Here are two, somewhat unrealistic scenarios:

  1. Suppose that 90% of people when infected with the virus produces some special anti-gen that the test picks up with 100% sensitivity, but 10% of the people have a genetic disorder that makes that they don't produce the antigen. Then from the manufacturers perspective the sensitivity of the test is 90%: giving the test to a random person from the set of all virus carriers yields 90% chance of a positive test result. But the probability of getting 2 positive tests when testing the same infected person twice is still 90% because we are only testing if this person belongs to the 90% of the population that produces the anti-gen when infected.
  1. Suppose that 90% of tests are 100% sensitive to the virus, and 10% of tests are defective and are 0% sensitive. Now from a consumer perspective the sensitivity is 90%: if I have the virus and do a random test I have 90% chance of testing positive. But the probability of testing positive twice when doing two tests of this type is suddenly only 81% because here we can assume conditional independence: buying a test is like picking a marble from a vase in one of those math problems.

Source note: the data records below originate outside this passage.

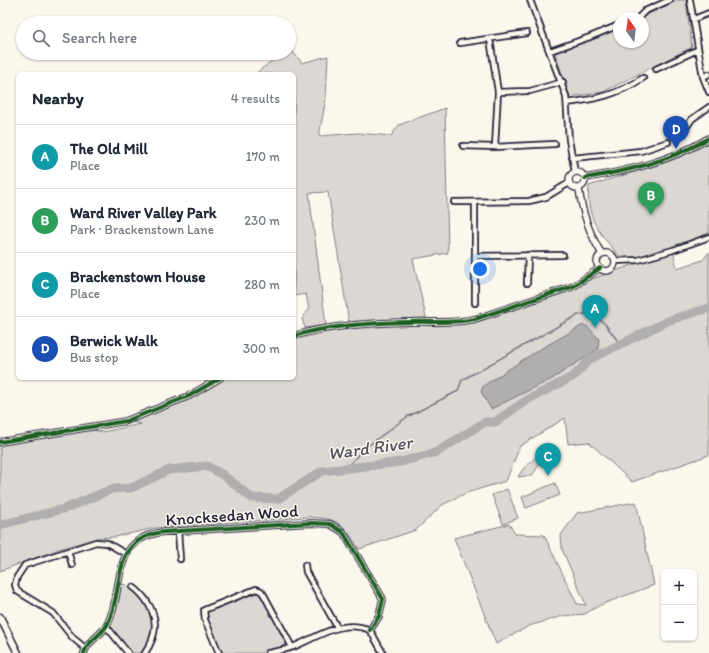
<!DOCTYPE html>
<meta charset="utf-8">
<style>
:root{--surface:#fff;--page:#f6f6f7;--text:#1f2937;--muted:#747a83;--line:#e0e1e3;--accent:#22223b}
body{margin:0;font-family:Itim,sans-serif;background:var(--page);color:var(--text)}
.controls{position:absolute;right:12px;bottom:12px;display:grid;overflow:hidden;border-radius:6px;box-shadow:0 1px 3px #0004}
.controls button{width:36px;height:36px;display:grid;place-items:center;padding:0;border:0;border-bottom:1px solid var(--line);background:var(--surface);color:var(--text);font:20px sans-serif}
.compass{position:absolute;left:613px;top:12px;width:36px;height:36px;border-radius:50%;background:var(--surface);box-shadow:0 1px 3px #0004;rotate:346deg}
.you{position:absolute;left:480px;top:269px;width:14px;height:14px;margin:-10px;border:3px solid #fff;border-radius:50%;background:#1a73e8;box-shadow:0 0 0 6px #1a73e833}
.badge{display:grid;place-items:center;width:26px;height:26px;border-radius:50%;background:var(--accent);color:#fff;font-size:13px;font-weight:700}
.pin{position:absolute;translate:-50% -33px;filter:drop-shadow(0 1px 2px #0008)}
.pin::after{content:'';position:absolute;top:21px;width:14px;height:12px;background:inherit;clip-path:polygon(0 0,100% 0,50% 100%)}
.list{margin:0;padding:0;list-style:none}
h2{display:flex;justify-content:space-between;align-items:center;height:52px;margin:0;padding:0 16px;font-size:17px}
h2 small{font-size:13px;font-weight:400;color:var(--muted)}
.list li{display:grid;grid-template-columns:26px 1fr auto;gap:12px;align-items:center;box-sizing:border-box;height:64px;padding:0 16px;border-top:1px solid var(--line)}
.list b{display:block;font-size:15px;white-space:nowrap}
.list p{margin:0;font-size:13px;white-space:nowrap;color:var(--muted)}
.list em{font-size:13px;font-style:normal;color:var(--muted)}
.icon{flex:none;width:22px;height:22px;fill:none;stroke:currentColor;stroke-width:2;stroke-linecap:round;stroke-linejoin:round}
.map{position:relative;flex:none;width:709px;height:653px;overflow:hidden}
.search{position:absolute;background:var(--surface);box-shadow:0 1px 3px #0004;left:16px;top:16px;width:280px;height:44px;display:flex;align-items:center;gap:10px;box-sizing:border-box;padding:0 14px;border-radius:22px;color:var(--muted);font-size:15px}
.panel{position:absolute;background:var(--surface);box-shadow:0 1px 3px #0004;left:16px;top:72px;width:280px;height:308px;border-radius:6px}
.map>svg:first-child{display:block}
</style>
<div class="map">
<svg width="709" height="653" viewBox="0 0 709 653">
<rect width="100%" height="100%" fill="#fbf7ec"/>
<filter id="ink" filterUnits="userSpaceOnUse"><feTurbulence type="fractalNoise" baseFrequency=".025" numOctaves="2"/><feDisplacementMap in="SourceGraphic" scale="8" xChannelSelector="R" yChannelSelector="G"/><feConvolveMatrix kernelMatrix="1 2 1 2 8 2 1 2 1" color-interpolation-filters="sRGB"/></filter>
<g filter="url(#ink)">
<path fill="#dbd8d3" stroke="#7e7d87" d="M 677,0 L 686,0 L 692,47 L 603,92 L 570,97 L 555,53 L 619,28 L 619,42 L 643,42 L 643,18 L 641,18 Z
M 289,47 L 302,63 L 328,56 L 326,98 L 319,136 L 358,133 L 391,136 L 399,125 L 445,108 L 448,253 L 413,259 L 426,318 L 349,323 L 328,192 L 309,193 L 326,325 L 305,328 L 302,319 L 309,309 L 306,294 L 294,296 L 294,74 L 255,74 L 282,53 L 289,53 Z
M 709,142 L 709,238 L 673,251 L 677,268 L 703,260 L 709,252 L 709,455 L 632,482 L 589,442 L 568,444 L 565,418 L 520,446 L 506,481 L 466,493 L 442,505 L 416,530 L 359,549 C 342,522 340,519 308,517 L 155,528 L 115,537 L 97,538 L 59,549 L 0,571 L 0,444 L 93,430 L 102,432 L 141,424 L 126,421 L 142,416 L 220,378 L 294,378 L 294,336 L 354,327 L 459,323 L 499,311 L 664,254 L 638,261 L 623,260 C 602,236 585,220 589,186 C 631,171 670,166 709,142 Z
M 535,458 L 539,460 C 539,466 536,470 532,475 L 518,477 L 523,469 Z
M 555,483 L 560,495 L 526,508 L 522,497 Z
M 507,489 L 518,518 L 503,524 L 492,495 Z
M 636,502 L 654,585 L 600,605 L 585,614 L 563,616 L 529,626 L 496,644 L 454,538 L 509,524 L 515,534 L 544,535 L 577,604 L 586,605 L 562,549 L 561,535 L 577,513 Z
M 119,584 L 126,585 L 130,590 L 134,589 C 152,611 161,628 141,653 L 130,653 L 110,626 Z
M 256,593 L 259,593 L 263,599 L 286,639 L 286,645 L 263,653 L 222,653 L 206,619 L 207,612 Z"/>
<path fill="#b1aeb0" stroke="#787681" d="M 583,325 L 587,326 L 599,339 L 598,349 L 552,379 L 491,409 L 481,392 L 483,386 L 535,352 Z"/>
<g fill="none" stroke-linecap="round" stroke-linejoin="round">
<path stroke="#787681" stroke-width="1.5" d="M 337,470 L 351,463 L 362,450 L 407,417 L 458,391 L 462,380 L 578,315 L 592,313 L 605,324 L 621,345"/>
<path stroke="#b1aeb0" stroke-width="9" d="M 0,525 L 67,508 L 112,489 L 131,488 L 169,470 L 207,466 L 223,475 L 252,498 L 278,499 L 322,471 L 401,462 L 437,452 L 485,422 L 495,422 L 527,400 L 574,376 L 590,359 L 670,320 L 709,308"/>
<defs>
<path id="minor" d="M 530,0 L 566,96 L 569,140 L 575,172
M 690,0 L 703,77 L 709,92
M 639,17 L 645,11 L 670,0
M 694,19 L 709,13
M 490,39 L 498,92 L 495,147
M 460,43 L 527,33
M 550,51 L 590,37 L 619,25
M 656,69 L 697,50
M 703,77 L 709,74
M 498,92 L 530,91 L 563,82
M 567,103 C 597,99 617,95 643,78
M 682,134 L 692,119 L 709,107
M 463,146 L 495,147 L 555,144
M 573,158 L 641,151 L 668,142
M 454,202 L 529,201 L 546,197 L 569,183
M 475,203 L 475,303
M 475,256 L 563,255
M 615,261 L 638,260 L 673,250 L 709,237
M 527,283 L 528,255
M 178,531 L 180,559
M 68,551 L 72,565
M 305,565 L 306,572 L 337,627
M 133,587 C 139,591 142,595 146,600 C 159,619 157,635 145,653
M 106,626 L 128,653
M 370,630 L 383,653
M 85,648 L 73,638 L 53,613 L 17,591 L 15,585 L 17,577 L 25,565 L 96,542 L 107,543 L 126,554
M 84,653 C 87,641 101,636 107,625 C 126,589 108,538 164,532 L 311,523 L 330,524 L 343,532 L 383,599 L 379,616 L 370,630
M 219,653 L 205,620 L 204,610 L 256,589 L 261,591 L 264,595 L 292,647
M 268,653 C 277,651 285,650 293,647 C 318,637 342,618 370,630"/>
<path id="tertiary" d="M569 180a8 8 0 1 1 16 0a8 8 0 1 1-16 0Z
M 585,178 C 628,171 671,161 709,138
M 579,189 C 582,211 590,235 602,254
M597 262a9 9 0 1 1 18 0a9 9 0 1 1-18 0Z
M 294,336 C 329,325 373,323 410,322 C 432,321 453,324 475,319 L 574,286 L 600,268
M 0,442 L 126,421 L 189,396 L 220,378"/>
<path id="secondary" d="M 0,617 L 18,653"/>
</defs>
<use href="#minor" stroke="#22223b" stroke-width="8"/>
<use href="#tertiary" stroke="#22223b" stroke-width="8"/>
<use href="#secondary" stroke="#22223b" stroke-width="9"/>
<use href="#minor" stroke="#fbf7ec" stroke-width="4.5"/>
<use href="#tertiary" stroke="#fbf7ec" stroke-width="5.5"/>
<use href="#secondary" stroke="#fbf7ec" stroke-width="6"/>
<defs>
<path id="cycleway" d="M 585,178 C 628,171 671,161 709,138
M 294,336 C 329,325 373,323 410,322 C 432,321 453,324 475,319 L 574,286 L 600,268
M 0,442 L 126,421 L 189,396 L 220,378
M 84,653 C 87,641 101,636 107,625 C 126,589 108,538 164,532 L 311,523 L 330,524 L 343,532 L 383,599 L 379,616 L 370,630"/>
</defs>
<use href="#cycleway" stroke="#fbf7ec" stroke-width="6"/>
<use href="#cycleway" stroke="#1b5e20" stroke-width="4"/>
</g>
</g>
<g text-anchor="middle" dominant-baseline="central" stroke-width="3" stroke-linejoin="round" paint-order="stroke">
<g font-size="17" fill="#22223b" stroke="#fbf7ec">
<text transform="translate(232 515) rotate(-4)">Knocksedan Wood</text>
</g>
<g font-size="18" font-style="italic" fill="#545364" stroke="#fbf7ec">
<text transform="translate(370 448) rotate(-8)">Ward River</text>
</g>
</g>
</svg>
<div class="controls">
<button>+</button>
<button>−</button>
</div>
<svg class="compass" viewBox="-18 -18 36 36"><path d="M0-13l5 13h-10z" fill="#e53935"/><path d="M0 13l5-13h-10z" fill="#747a83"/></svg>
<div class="you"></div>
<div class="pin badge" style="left:595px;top:328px;background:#0f9aa8">A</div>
<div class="pin badge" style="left:651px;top:215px;background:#2e9e5b">B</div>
<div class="pin badge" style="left:548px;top:476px;background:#0f9aa8">C</div>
<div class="pin badge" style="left:676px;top:149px;background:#1a4fb4">D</div>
<div class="search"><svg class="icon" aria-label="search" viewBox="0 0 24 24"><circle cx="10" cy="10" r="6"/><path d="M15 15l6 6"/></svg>Search here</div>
<section class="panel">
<h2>Nearby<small>4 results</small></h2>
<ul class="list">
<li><span class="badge" style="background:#0f9aa8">A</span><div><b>The Old Mill</b><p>Place</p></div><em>170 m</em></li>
<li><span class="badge" style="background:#2e9e5b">B</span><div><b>Ward River Valley Park</b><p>Park · Brackenstown Lane</p></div><em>230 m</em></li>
<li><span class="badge" style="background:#0f9aa8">C</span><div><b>Brackenstown House</b><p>Place</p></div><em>280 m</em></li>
<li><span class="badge" style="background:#1a4fb4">D</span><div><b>Berwick Walk</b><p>Bus stop</p></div><em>300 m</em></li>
</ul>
</section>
</div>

Most realities will be somewhere in between these extremes. There is also dependence on how far you stick the test into your nose and a lot of other factors. The more you know, the better you can model the part that you don't know as the result of a random process. But what is the right model and how much independence it contains depends on what you do know about the underlying mechanisms.